For a detailed walkthrough of covered call strike selection, see our Covered Call Strategy guide.
Moneyness and Expiration: What Happens at Expiry
Understanding what happens to ITM and OTM options at expiration is essential for every options trader.
- OTM options at expiration expire worthless. If you bought them, you lose the entire premium paid. If you sold them, you keep the entire premium collected — which is the income trader’s desired outcome.
- ITM options at expiration are automatically exercised by most brokers unless you instruct otherwise. If you hold an ITM long call, you’ll be assigned 100 shares of the stock at the strike price. If you hold an ITM long put, your shares will be sold at the strike price. If you sold an ITM option, the counterparty will exercise against you — you’ll be assigned.

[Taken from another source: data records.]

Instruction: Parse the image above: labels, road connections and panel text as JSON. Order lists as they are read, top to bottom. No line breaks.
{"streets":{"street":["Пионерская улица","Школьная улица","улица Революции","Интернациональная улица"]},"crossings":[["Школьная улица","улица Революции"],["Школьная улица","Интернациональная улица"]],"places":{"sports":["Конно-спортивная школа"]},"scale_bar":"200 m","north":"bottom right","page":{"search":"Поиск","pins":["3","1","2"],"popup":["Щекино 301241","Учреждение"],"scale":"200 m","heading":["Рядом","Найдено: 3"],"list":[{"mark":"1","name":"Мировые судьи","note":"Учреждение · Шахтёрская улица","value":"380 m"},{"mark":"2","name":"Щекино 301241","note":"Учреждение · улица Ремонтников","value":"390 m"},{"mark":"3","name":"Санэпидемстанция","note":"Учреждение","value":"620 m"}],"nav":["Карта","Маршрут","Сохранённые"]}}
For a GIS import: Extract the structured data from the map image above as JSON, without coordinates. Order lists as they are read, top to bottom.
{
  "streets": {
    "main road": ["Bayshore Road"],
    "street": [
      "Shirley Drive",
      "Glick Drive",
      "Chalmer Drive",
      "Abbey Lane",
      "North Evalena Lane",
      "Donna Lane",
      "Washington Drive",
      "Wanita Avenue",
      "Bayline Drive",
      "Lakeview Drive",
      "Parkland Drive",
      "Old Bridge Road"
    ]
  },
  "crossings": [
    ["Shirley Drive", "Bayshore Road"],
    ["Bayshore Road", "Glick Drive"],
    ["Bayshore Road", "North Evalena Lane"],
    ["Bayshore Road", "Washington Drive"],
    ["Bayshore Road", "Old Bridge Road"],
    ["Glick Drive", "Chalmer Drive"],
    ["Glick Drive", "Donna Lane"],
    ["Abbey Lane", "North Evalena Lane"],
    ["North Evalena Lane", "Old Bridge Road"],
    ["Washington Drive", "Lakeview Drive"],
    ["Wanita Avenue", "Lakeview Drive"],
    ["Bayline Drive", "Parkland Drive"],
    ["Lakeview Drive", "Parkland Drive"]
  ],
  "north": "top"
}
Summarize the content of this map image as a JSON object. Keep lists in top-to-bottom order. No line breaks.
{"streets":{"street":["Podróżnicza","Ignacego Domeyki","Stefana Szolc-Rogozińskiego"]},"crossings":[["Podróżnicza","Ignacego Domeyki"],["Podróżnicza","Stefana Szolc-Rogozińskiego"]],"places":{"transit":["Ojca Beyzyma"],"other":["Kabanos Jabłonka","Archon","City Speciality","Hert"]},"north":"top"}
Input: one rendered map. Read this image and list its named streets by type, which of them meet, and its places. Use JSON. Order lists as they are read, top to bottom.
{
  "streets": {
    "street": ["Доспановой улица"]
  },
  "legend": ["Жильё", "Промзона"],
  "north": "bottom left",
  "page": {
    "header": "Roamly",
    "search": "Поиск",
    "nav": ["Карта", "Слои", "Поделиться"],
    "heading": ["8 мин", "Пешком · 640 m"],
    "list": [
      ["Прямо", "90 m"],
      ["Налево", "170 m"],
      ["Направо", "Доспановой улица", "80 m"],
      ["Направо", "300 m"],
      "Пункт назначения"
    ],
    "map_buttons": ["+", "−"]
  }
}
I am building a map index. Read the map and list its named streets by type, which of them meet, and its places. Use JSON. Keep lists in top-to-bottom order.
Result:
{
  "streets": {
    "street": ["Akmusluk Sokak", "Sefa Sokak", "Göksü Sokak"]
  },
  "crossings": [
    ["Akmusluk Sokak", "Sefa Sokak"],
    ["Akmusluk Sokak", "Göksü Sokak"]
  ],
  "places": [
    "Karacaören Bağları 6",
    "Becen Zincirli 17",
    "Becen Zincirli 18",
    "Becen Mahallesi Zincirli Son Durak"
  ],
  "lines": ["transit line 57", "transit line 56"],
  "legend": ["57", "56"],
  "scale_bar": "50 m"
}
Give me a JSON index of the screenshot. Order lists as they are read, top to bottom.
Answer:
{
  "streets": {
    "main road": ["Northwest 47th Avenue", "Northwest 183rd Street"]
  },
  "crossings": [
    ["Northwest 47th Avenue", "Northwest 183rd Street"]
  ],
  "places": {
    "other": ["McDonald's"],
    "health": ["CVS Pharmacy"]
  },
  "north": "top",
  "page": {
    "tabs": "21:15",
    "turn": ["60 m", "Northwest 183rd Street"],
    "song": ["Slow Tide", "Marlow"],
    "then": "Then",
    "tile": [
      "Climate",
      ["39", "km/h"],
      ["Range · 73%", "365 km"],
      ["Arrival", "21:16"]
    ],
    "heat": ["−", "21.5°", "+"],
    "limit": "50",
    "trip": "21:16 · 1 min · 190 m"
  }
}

- ATM options at expiration are the trickiest. Whether an option finishes ITM or OTM by even a penny determines whether it gets exercised. Options that are exactly at the money at expiration introduce “pin risk” — uncertainty about whether you’ll be assigned. Most traders close or roll positions before expiration to avoid this ambiguity.
Frequently Asked Questions About ITM and OTM Options
What does in the money mean for a call option?
A call option is in the money when the stock price is above the strike price. For example, if a stock is trading at $55 and you hold the $50 call, your option is $5 in the money — you have the right to buy at $50 when the stock is worth $55, giving the option $5 of intrinsic value.
What does out of the money mean for a put option?
A put option is out of the money when the stock price is above the strike price. For example, if a stock is trading at $55 and you hold the $50 put, your option is $5 out of the money — the right to sell at $50 has no value when the stock is trading at $55.
Do out of the money options expire worthless?
Out of the money options expire worthless if the stock doesn’t move past the strike price by expiration. Statistically, the majority of options contracts expire worthless — which is why selling options is generally a positive expected value activity when done consistently and with good position sizing.
Should I buy in the money or out of the money options?
It depends on your strategy and risk tolerance. In the money options cost more but have higher Delta, lower extrinsic value, and are more forgiving on the stock’s required move. Out of the money options cost less but require a larger move to profit and expire worthless more often. Most buyers target slightly OTM to ATM options as the best balance of cost and probability.
What strike price is at the money?
An option is at the money when its strike price equals or is very close to the current stock price. If a stock is trading at $50.25, the $50 strike call and put would both be considered approximately at the money.
How does moneyness affect Delta?
Delta and moneyness are directly linked. Deep ITM options have Delta close to 1.00 (calls) or -1.00 (puts). ATM options have Delta of approximately 0.50. Deep OTM options have Delta approaching 0. Delta also approximates the probability that an option will expire in the money — a 0.30 Delta call has roughly a 30% chance of finishing ITM.
What is intrinsic value in options?
Intrinsic value is the immediate, real value of an option if exercised right now. Only in the money options have intrinsic value. A $50 call with the stock at $55 has $5 of intrinsic value. An out of the money or at the money option has zero intrinsic value — its entire price consists of extrinsic value (time value).
What happens to in the money options at expiration?
In the money options are automatically exercised at expiration by most brokers. If you hold an ITM long call, you’ll receive 100 shares at the strike price. If you hold an ITM long put, your shares will be sold at the strike price. If you sold an ITM option, you’ll be assigned the opposite obligation. Most traders close or roll ITM positions before expiration to avoid unexpected assignments.